PROBLEM TO SOLVE -
From the entries below, count the lines with "sans". Write only the count.

Stored data entries -

——————————

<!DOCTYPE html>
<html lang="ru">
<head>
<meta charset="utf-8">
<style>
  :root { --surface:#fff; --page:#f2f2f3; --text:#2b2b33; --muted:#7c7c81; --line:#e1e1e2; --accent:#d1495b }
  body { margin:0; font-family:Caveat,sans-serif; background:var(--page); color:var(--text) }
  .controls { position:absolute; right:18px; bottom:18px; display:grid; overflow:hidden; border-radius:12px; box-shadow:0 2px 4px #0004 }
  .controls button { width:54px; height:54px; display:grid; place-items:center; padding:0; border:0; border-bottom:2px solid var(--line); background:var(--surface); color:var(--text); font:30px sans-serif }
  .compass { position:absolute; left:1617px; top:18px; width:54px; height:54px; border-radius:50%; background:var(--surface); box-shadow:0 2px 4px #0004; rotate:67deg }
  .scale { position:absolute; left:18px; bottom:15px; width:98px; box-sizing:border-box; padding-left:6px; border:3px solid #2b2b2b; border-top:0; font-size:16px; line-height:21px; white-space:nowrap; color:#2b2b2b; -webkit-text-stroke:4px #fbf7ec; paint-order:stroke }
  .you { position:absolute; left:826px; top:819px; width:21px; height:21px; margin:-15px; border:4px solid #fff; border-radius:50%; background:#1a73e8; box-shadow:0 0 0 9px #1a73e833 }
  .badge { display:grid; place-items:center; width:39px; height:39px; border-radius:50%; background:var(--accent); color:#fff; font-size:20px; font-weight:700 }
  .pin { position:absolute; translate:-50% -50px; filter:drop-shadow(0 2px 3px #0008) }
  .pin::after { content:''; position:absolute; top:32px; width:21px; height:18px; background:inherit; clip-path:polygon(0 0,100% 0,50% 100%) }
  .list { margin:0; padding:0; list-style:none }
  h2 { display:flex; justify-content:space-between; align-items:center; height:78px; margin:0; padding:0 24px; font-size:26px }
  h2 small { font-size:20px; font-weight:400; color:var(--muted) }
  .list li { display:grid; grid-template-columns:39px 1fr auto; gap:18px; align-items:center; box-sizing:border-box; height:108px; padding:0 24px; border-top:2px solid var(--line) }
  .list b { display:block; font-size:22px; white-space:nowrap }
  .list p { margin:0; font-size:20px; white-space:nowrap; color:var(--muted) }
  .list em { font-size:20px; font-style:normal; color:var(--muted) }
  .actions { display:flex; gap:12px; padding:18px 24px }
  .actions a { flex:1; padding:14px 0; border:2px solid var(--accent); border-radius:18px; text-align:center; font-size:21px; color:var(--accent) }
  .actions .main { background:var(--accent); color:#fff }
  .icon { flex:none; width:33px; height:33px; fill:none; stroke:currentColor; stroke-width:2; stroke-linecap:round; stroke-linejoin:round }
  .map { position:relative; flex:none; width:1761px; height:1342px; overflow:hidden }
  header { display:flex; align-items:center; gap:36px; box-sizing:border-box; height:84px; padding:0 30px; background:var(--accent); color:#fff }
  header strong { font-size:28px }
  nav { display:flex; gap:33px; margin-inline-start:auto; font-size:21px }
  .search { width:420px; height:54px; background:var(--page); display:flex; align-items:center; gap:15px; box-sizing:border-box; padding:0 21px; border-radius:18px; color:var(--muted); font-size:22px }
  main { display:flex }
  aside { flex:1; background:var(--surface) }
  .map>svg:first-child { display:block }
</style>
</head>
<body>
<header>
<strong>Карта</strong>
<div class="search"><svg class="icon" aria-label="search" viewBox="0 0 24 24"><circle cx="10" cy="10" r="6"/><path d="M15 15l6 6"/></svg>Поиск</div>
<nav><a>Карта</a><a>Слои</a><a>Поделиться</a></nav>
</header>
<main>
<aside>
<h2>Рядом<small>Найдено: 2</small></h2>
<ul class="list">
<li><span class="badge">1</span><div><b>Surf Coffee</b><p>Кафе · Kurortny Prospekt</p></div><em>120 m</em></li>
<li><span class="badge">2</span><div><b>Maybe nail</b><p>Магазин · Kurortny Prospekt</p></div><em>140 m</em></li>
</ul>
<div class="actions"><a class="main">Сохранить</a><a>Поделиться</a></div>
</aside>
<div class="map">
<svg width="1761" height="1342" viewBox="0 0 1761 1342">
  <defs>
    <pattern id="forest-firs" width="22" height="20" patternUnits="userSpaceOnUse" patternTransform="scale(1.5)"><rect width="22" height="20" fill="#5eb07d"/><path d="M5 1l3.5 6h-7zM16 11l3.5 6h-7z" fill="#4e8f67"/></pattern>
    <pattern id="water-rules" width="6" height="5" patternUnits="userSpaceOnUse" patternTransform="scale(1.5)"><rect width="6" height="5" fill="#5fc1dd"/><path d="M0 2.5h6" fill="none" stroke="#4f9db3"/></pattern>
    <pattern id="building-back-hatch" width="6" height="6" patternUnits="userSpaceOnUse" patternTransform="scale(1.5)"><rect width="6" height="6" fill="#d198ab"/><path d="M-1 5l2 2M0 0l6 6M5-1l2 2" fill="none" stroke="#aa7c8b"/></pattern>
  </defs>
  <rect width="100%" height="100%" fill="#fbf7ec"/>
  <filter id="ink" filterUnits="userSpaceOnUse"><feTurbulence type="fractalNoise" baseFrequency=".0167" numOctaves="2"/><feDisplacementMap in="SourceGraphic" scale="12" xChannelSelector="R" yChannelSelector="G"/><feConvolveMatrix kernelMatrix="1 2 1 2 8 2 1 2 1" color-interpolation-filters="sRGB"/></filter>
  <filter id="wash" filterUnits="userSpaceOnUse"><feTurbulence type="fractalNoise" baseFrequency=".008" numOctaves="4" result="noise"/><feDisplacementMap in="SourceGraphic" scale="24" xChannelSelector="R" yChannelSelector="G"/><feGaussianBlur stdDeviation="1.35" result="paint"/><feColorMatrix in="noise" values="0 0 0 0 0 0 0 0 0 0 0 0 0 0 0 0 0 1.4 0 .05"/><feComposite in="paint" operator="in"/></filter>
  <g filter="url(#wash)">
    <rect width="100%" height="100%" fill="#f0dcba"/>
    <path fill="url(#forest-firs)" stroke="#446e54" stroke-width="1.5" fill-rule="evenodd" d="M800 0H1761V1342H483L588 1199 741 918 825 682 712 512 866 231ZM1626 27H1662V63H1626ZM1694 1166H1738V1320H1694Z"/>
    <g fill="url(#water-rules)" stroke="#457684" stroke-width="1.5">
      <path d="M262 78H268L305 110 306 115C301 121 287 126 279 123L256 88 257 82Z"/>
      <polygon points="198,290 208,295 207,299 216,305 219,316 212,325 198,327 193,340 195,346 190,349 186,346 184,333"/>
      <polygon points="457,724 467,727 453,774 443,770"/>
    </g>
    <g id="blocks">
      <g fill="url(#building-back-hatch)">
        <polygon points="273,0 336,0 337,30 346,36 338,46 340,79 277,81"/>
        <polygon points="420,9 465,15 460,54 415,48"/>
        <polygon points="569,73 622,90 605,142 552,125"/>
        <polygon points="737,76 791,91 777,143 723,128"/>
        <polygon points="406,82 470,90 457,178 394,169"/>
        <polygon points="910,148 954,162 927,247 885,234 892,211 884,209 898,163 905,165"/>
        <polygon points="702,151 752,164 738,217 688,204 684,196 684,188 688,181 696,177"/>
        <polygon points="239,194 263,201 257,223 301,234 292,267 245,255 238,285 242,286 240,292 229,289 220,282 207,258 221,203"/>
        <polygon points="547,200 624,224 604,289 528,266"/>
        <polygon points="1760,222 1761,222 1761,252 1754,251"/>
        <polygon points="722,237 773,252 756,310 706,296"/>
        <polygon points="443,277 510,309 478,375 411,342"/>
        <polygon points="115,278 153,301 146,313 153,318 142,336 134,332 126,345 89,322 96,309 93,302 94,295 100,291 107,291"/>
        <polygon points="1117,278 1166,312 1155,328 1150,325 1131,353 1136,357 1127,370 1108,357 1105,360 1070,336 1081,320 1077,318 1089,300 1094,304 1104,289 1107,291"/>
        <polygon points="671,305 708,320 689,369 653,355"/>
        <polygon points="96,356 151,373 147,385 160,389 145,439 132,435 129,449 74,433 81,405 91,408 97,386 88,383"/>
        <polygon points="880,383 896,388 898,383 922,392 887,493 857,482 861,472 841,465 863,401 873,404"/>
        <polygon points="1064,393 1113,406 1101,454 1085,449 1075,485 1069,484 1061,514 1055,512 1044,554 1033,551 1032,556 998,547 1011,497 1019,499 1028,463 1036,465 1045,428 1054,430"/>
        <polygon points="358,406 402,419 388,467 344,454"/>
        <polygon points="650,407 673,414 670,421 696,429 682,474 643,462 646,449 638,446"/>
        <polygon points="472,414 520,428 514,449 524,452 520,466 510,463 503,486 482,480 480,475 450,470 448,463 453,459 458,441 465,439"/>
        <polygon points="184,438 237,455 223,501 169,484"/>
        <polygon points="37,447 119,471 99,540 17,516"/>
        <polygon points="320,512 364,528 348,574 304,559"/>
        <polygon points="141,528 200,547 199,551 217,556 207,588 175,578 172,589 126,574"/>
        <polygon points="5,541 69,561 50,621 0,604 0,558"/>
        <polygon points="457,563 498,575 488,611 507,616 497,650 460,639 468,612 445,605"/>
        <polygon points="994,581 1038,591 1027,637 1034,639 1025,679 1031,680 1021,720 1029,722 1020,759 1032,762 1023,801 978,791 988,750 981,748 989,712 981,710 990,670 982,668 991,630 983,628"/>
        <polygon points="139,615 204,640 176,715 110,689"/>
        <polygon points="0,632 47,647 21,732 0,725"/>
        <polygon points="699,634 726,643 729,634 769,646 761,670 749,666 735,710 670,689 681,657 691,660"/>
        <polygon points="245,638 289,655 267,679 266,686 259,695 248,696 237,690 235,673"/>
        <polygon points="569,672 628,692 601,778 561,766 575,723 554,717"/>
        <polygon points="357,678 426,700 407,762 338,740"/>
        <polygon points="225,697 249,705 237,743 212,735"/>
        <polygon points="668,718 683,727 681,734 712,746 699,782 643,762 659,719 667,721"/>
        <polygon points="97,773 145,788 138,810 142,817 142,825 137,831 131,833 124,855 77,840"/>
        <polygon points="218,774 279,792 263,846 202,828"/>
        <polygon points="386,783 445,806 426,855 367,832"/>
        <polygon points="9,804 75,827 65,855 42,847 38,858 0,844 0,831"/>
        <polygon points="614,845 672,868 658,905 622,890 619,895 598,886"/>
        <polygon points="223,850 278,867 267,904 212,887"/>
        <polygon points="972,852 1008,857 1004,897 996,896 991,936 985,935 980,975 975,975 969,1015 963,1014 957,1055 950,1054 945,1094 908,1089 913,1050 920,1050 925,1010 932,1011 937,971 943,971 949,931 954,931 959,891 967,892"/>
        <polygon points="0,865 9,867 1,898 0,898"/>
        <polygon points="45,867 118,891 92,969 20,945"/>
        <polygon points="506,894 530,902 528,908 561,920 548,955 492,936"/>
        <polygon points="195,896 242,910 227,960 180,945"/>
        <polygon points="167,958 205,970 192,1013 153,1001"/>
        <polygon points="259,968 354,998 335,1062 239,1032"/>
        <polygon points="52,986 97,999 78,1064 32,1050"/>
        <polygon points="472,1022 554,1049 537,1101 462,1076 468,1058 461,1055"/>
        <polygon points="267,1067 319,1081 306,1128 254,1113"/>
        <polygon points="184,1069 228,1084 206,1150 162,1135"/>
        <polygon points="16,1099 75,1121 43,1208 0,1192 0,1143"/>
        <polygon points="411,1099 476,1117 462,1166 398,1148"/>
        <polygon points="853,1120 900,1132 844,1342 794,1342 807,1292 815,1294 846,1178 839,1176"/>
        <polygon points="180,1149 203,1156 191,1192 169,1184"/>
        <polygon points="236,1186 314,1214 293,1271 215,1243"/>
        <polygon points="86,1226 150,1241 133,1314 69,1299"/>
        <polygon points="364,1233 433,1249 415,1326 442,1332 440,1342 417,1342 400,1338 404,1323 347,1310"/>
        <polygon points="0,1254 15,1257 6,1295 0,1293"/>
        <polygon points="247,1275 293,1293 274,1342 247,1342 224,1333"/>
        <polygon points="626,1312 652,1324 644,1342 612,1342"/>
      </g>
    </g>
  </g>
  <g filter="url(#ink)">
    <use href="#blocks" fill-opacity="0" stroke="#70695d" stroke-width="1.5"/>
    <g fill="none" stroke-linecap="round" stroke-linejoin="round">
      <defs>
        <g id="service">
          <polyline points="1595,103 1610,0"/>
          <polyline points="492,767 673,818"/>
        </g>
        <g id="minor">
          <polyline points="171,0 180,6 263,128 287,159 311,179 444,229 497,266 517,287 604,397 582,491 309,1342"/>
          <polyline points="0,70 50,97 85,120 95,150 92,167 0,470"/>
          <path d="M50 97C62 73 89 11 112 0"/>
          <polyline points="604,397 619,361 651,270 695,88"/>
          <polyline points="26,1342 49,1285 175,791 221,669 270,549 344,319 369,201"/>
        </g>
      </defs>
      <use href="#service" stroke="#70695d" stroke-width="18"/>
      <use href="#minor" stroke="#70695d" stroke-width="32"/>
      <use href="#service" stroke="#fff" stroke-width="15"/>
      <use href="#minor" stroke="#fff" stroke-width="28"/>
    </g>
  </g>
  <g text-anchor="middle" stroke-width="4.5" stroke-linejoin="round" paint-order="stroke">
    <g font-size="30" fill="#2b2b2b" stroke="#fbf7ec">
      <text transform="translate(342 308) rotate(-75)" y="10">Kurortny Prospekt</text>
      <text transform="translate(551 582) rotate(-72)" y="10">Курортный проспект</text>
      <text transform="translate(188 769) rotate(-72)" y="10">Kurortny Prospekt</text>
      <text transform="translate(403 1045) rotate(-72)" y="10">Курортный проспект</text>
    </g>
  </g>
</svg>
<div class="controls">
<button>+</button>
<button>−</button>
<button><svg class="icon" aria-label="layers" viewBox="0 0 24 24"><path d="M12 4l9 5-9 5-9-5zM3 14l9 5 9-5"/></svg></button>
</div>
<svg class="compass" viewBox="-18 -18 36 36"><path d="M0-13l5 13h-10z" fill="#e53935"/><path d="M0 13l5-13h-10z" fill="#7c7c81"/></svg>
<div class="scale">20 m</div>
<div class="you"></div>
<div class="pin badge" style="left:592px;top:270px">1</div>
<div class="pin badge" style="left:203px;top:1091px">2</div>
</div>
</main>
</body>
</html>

——————————

RESPONSE -
2